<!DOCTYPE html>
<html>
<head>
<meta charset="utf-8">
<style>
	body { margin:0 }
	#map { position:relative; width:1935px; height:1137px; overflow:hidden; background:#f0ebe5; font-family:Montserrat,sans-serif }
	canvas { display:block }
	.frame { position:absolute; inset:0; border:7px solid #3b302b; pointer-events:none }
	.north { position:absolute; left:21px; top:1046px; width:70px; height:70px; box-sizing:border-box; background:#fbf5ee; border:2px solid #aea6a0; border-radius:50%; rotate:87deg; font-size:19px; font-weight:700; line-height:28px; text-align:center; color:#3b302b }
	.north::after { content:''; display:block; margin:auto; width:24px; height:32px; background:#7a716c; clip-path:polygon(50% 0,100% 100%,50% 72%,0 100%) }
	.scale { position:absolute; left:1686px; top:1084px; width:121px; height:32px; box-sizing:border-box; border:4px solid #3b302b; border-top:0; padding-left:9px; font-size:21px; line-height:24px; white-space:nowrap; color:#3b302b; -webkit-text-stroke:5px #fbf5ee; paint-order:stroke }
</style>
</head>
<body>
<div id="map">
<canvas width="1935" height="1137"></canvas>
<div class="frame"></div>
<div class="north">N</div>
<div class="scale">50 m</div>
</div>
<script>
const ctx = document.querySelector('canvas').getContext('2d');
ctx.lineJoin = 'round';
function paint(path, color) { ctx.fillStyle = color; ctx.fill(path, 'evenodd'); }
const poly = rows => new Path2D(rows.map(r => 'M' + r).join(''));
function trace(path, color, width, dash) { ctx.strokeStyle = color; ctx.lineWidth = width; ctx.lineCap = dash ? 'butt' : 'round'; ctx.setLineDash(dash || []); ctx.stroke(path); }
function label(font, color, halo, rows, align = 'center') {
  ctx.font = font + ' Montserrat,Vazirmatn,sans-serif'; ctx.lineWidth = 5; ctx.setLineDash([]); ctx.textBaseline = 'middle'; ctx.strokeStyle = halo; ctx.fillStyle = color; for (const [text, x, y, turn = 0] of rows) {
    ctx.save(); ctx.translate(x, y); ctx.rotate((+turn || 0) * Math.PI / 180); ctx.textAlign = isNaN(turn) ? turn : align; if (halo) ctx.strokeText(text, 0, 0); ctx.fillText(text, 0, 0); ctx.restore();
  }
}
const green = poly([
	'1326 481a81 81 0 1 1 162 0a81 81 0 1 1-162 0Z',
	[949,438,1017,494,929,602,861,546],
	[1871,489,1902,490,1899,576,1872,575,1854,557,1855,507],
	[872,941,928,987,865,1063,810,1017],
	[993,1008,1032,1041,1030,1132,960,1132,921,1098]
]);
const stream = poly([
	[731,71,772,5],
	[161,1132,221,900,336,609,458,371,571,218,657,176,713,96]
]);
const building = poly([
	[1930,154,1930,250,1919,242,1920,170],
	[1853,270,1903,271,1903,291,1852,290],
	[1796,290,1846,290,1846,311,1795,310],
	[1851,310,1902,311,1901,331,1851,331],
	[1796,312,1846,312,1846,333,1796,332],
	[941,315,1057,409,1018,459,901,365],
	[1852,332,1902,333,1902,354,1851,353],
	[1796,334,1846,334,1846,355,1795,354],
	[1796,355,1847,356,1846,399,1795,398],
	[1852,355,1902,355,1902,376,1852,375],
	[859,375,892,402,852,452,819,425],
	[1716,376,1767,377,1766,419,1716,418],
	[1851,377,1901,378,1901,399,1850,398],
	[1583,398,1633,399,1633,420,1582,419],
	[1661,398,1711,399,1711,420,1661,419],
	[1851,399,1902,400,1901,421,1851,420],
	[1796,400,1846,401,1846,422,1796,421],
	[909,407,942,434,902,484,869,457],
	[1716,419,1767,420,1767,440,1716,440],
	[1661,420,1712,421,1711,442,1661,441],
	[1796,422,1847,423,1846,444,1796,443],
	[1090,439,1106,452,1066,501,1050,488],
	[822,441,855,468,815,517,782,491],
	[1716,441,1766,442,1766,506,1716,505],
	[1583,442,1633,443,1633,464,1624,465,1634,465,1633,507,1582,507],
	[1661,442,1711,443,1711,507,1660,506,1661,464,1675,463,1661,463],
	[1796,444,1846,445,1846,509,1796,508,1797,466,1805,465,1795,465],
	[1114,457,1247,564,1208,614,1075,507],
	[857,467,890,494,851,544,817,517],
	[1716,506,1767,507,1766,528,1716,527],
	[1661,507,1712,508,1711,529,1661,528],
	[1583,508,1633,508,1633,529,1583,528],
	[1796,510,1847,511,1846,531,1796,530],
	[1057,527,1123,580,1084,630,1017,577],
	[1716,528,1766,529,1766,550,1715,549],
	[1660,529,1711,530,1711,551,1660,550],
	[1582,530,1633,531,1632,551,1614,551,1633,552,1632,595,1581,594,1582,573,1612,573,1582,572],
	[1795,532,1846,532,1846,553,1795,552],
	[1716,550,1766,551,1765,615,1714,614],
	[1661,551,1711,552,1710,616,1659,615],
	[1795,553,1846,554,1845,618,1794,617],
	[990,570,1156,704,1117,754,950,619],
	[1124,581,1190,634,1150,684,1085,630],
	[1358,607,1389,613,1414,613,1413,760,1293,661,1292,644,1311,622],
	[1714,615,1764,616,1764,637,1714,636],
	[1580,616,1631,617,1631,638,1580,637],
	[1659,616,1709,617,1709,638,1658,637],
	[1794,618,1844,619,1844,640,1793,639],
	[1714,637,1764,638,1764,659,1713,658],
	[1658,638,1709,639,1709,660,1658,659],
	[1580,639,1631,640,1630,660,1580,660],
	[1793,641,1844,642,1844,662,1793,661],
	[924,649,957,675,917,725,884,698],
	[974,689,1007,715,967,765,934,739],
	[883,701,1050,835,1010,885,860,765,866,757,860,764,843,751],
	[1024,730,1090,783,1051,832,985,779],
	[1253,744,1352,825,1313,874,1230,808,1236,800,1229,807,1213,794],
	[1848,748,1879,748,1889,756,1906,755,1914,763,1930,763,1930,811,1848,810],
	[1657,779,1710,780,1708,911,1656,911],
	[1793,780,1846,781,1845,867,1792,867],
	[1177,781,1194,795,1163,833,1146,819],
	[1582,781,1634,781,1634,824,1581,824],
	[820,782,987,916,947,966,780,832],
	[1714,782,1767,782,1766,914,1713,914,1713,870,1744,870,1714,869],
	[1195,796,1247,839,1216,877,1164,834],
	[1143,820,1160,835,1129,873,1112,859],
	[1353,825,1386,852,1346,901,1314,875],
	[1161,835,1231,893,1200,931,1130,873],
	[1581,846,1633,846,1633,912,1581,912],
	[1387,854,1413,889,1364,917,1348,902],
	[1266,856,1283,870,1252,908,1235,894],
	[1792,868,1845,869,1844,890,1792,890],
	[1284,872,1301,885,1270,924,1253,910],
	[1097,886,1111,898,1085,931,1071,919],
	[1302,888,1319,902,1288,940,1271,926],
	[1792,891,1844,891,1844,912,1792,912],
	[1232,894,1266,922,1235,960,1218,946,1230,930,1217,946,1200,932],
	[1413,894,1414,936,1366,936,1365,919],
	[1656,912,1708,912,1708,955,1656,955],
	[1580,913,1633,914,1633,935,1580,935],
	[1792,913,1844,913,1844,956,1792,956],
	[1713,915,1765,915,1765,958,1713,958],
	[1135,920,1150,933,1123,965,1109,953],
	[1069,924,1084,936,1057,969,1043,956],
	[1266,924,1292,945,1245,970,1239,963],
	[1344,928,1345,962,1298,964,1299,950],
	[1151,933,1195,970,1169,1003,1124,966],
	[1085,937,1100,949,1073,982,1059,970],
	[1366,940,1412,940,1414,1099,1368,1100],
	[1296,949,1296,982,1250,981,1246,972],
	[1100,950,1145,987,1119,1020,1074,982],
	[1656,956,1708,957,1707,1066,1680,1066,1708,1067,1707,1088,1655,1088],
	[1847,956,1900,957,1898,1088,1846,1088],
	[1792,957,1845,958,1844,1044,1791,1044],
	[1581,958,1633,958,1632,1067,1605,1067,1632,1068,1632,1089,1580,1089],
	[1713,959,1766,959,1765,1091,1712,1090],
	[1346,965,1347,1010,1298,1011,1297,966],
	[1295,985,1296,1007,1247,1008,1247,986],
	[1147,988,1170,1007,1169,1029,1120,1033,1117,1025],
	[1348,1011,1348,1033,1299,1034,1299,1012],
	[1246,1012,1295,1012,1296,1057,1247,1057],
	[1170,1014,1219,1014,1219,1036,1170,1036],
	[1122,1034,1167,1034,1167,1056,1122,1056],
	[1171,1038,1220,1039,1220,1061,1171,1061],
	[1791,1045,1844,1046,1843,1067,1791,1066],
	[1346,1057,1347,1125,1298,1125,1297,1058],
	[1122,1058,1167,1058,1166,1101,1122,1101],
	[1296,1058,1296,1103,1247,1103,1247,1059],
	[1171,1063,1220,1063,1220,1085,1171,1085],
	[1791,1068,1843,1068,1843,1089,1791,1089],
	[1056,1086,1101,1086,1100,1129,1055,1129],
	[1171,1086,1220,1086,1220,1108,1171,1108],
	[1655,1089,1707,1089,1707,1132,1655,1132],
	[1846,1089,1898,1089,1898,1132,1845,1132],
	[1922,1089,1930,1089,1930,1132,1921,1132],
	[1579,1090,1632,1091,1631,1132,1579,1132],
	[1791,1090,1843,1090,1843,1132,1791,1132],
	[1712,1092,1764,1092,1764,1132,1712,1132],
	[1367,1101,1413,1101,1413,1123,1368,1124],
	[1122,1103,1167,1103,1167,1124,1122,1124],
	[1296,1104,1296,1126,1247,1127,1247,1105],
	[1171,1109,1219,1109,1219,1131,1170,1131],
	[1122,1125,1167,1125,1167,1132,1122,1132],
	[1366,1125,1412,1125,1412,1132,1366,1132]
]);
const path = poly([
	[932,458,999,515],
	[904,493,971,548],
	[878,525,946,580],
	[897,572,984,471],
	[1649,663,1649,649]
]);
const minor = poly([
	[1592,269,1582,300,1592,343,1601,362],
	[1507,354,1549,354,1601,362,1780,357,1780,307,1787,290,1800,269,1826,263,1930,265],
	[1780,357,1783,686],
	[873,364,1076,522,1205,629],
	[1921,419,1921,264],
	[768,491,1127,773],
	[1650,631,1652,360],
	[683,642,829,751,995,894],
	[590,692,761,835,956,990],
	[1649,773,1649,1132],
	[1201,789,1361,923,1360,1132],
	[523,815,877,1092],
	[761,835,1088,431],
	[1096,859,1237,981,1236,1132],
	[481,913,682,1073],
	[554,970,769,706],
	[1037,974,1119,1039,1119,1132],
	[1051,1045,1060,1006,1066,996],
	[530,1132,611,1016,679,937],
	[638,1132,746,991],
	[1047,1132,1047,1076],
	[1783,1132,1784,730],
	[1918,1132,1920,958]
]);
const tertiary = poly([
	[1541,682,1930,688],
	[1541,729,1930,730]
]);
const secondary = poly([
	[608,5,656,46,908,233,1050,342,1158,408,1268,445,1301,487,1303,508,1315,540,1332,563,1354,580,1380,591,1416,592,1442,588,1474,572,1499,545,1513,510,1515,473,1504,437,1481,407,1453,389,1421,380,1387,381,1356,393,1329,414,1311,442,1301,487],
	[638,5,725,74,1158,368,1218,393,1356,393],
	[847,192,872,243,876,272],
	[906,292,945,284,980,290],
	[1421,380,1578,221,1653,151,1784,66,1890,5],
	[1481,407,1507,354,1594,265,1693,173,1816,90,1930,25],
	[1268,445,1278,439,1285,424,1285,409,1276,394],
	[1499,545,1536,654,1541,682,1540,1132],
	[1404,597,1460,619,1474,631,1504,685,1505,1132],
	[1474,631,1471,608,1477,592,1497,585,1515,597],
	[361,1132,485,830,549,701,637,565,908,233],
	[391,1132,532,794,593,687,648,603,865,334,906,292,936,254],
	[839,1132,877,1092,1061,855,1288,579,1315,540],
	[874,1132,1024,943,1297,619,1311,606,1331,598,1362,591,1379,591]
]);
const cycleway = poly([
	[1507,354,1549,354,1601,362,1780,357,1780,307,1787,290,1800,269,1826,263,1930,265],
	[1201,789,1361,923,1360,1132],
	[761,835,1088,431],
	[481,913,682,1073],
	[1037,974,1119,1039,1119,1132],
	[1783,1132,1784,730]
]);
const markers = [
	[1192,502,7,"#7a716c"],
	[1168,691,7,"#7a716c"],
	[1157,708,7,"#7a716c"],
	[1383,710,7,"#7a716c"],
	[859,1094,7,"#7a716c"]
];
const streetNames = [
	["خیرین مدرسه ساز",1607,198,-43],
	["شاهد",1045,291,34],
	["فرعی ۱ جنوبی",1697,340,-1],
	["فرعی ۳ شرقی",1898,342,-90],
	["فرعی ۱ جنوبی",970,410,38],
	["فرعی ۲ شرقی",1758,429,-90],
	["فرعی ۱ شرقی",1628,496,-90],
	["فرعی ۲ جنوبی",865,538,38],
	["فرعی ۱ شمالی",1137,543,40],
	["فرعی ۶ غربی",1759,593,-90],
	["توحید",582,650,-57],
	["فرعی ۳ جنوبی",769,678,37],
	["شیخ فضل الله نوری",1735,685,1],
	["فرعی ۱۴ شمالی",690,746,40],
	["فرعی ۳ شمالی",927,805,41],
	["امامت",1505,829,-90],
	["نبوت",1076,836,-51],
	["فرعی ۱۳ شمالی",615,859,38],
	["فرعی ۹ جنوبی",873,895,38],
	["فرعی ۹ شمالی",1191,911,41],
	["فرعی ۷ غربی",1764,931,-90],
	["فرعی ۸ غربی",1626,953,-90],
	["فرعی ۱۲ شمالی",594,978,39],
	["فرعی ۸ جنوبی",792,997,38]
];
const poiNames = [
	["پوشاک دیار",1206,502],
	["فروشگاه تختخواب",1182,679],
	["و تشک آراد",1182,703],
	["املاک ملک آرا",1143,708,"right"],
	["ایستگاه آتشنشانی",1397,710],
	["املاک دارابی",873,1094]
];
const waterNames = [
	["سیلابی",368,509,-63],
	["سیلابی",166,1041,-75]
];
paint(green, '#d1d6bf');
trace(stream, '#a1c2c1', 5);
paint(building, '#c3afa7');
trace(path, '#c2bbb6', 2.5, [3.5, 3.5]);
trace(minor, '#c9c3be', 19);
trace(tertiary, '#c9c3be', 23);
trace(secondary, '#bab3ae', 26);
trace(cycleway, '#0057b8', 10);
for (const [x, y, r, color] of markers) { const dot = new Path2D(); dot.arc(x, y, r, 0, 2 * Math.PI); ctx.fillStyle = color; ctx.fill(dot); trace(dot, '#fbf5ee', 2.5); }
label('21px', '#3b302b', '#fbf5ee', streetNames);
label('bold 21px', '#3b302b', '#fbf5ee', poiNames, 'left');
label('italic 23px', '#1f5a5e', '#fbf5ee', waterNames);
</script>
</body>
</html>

- - - -

Copy every line of the data above, beginning with the first and ending with the line that contains "position:absolute; left:21px; top:1046px;", and give nothing more.

## THE ANSWER
<!DOCTYPE html>
<html>
<head>
<meta charset="utf-8">
<style>
	body { margin:0 }
	#map { position:relative; width:1935px; height:1137px; overflow:hidden; background:#f0ebe5; font-family:Montserrat,sans-serif }
	canvas { display:block }
	.frame { position:absolute; inset:0; border:7px solid #3b302b; pointer-events:none }
	.north { position:absolute; left:21px; top:1046px; width:70px; height:70px; box-sizing:border-box; background:#fbf5ee; border:2px solid #aea6a0; border-radius:50%; rotate:87deg; font-size:19px; font-weight:700; line-height:28px; text-align:center; color:#3b302b }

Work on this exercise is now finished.